The link will look like
https://pastebin.freepbx.org/view/1234abcd
Include the 8 hex characters after /view/ in your next post.

Paste is at the aforementioned URL with suffix of 80d44077

A slight attempt was made to remove the actual phone numbers and names in the log by replacing them with the string “Redacted”.

I will add that at the time this log was created, all 6 phones (extensions 1-6) were in the same ring group. Also, extension 3’s phone was not registered with the PBX. Neither of those details should be causing the issue though, as it occurs when all phones are online, and seemingly regardless of ring group settings.

Thanks

As I don’t see anything wrong at the dialplan level, I’m guessing that answering the trunk is failing, either not getting an ACK to the 200 OK or not receiving RTP from the provider; Asterisk is sending music while waiting for the RTP to appear. This is consistent with it not happening on internal calls.

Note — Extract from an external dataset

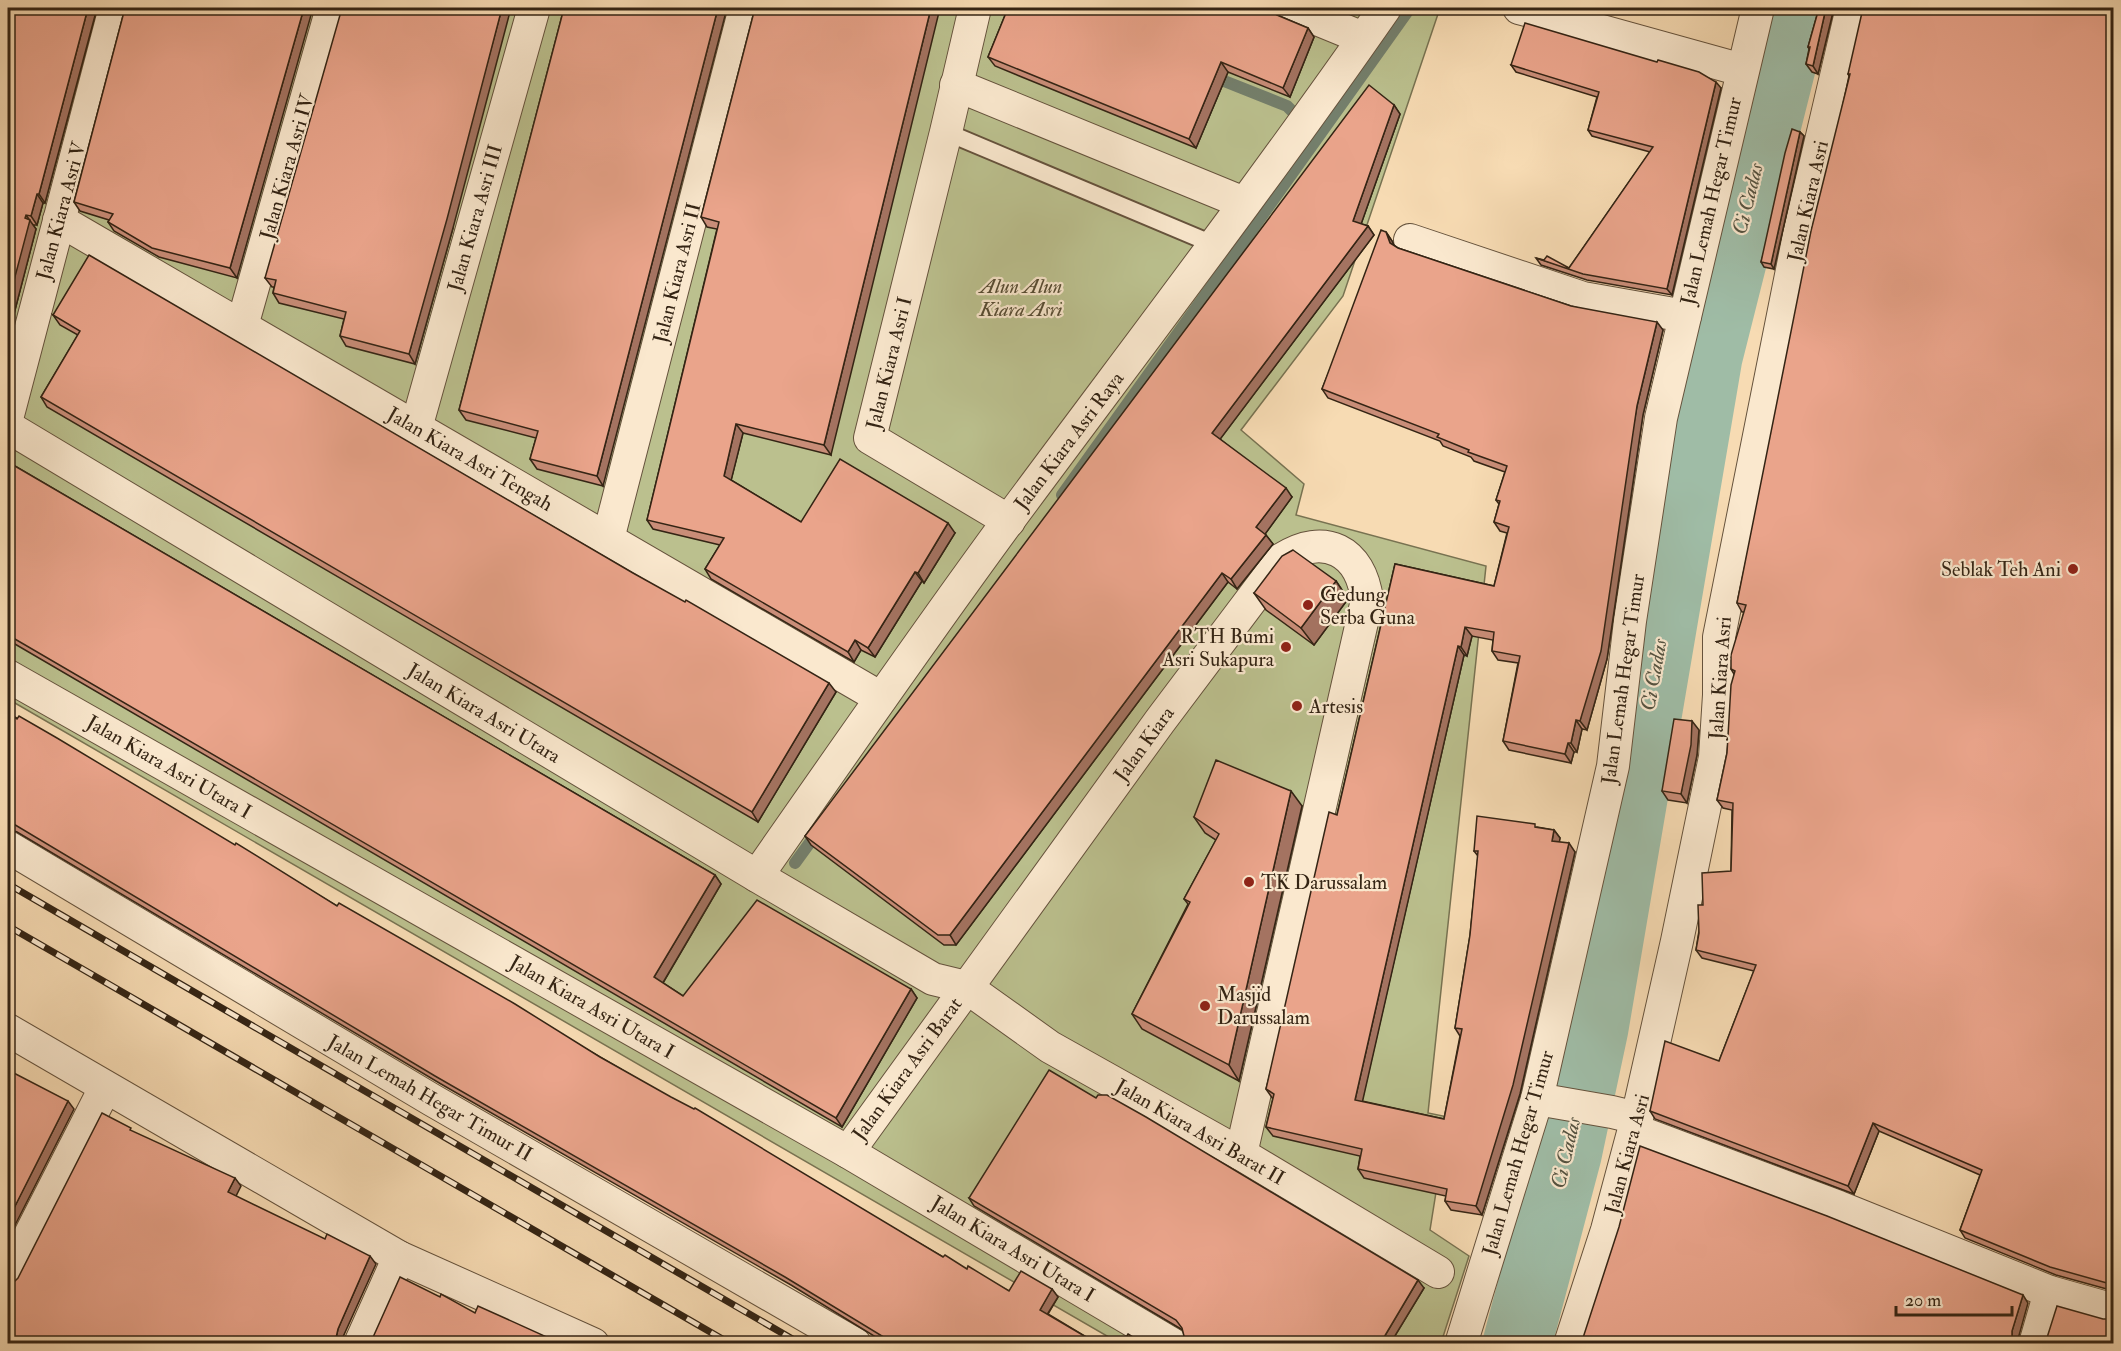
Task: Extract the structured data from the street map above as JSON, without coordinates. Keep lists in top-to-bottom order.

To troubleshoot intermittent problems like this, I start tcpdump running continuously in the background, using a command (run as root) like:
tcpdump -s 0 -C 100 -W 100 -w rbuf -Z root &
This captures all packets into 100 files of 100 MB each, named rbuf00, rbuf01, …, overwriting the oldest one. After an error has occurred, you locate the file covering the relevant time period, download it to your PC and analyze it with Wireshark. You may need to download two of the files, if the call in question overlaps a 100 MB boundary.

Please describe any network complexity between the SBC and the PBX (hardware firewall, VLAN, VPN, PBX on virtual machine, multiple NICs, etc.)

I may have missed something obvious and hope that other members reading this will take a look at the log and maybe find a simple problem.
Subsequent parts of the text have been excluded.